LAWS(PVC)-1932-2-151

RAGHUNATH SAKHARAM Vs. KESHO RAO

Decided On February 29, 1932
Raghunath Sakharam Appellant
V/S
Kesho Rao Respondents

JUDGEMENT

(1.) MACNAIR , J.C. 1. The plaintiffs-respondents obtained and executed a decree for joint possession of a certain field which is incapable of partition. At sowing time they sent men and ploughs in order that the defendant should allow them to assist in the cultivation of the field. The defendant's brothers and servants did not allow the plaintiffs' servants to take part in the sowing of the field. Tha plaintiffs on this allegation claimed a decree for joint possession of the land and a one-third share of the profits. The defendant is not shown to have denied the plaintiffs' title. His contention which I have to consider is that the field was small and could not be cultivated jointly by separate cosharers without a previous arrangement in which the exact rights and duties of the joint cultivators were settled. The lower Courts found that the conduct of the defendant amounts to exclusion of the plaintiffs from possession, and the plaintiffs have obtained a decree directing the defendant to deliver joint possession to the plaintiffs. The memorandum of second appeal includes a ground which challenges the decree for mesne profits ; but it is admitted before me that the findings on which this portion of the decree is based are findings of fact and cannot be disturbed in second appeal. The point which I have to consider relates to the rights of a person entitled to joint possession. In my opinion, this point is settled by the view which their Lordships of the Privy Council took in Watson & Co. v. Ramchund Dutt (1891) 18 Cal 10. Their Lordships state : It seems to their Lordships that if there be two or more tenants in common, and one (A) be in actual occupation of part of the estate, and is engaged in cultivating that part in a proper course of cultivation as if it were his separate property, and another tenant-in-common (B) attempts to come upon the said part for the purpose of carrying on operations there inconsistent with the course of cultivation in which A is engaged and the profitable use by him of the said part, and A resists and prevents such entry, not in denial of B's title, but simply with the object of protecting himself in the profitable enjoyment of the land, such conduct on the part of A would not entitle B to a decree for joint possession.

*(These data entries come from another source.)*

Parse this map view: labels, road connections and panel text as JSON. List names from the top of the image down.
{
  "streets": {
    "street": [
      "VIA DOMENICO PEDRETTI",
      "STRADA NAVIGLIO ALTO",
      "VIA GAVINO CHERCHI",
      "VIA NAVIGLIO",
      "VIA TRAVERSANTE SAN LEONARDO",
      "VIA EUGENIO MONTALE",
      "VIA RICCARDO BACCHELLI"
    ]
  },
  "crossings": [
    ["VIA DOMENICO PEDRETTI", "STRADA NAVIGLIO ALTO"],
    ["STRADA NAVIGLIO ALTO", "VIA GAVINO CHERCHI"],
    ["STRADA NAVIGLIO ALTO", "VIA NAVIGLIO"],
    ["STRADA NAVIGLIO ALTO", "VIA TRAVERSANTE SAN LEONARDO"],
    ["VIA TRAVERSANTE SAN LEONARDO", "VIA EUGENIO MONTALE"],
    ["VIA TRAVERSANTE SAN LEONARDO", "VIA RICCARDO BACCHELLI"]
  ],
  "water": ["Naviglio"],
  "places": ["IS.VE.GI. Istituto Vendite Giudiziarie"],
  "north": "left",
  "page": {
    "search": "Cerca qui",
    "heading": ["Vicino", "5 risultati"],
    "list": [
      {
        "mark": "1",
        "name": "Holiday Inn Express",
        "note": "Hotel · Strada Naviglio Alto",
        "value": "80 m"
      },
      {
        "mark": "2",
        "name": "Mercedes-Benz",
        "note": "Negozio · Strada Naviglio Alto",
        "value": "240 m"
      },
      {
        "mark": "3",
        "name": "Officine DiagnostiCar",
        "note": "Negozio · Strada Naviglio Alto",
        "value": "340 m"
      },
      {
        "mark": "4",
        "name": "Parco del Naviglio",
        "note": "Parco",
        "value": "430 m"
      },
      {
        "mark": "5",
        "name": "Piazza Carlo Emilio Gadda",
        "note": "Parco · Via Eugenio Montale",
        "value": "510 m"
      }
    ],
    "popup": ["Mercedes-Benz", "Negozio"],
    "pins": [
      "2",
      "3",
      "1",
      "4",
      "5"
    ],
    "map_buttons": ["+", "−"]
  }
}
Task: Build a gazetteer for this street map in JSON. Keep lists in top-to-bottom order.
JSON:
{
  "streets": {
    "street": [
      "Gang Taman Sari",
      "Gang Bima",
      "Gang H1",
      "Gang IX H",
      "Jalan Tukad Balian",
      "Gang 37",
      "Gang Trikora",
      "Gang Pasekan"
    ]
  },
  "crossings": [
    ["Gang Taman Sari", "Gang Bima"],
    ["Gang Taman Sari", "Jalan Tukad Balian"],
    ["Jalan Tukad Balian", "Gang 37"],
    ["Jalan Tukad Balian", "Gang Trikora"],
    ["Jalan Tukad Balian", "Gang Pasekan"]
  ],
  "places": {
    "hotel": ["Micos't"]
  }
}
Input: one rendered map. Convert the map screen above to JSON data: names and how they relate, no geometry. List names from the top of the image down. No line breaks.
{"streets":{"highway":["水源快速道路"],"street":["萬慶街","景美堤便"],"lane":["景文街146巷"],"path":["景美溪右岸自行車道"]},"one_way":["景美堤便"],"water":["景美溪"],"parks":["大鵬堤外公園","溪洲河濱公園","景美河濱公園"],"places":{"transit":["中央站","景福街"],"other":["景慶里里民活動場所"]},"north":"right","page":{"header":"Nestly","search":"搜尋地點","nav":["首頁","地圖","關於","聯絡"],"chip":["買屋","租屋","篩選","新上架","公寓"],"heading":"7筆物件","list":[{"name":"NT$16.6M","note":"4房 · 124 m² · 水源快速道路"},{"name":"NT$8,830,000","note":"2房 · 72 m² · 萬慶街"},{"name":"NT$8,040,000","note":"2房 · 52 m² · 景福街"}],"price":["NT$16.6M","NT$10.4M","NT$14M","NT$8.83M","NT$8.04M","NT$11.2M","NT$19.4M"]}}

(2.) IN the absence of any attempt to arrive at a settled understanding the defendant's servants could not know exactly what the plaintiffs intended to do if their ploughs took part in the sowing. They had reason to think that the land could not be cultivated in a proper and husband like manner if the defendant were allowed to do some part of the cultivation whenever he chose to do so. They could not, with due regard to economy, arrange for seed and for weeding if it was uncertain whether the plaintiffs intended to supply some seed and to provide some labour. The plaintiffs then did not take proper steps if they desired to take part in the cultivation. It is urged for the respondents that the plaintiffs who are entitled to joint possession of a field which cannot be partitioned should be able, by some method, to take part in the cultivation and should not be obliged to content themselves with a share of the mesne profits. I think they can, by adopting proper methods, enforce their right to take part in cultivation. They can put forward a definite proposal that some part of the field should be cultivated by them or that they should supply bullocks, labour and seed and get a share of the produce. If the defendant unreasonably rejects such a proposal, it is possible that the plaintiffs may be allowed to cultivate the whole land; the fact that the defendant has been cultivating the whole land does not necessarily entail that he should continue to do so.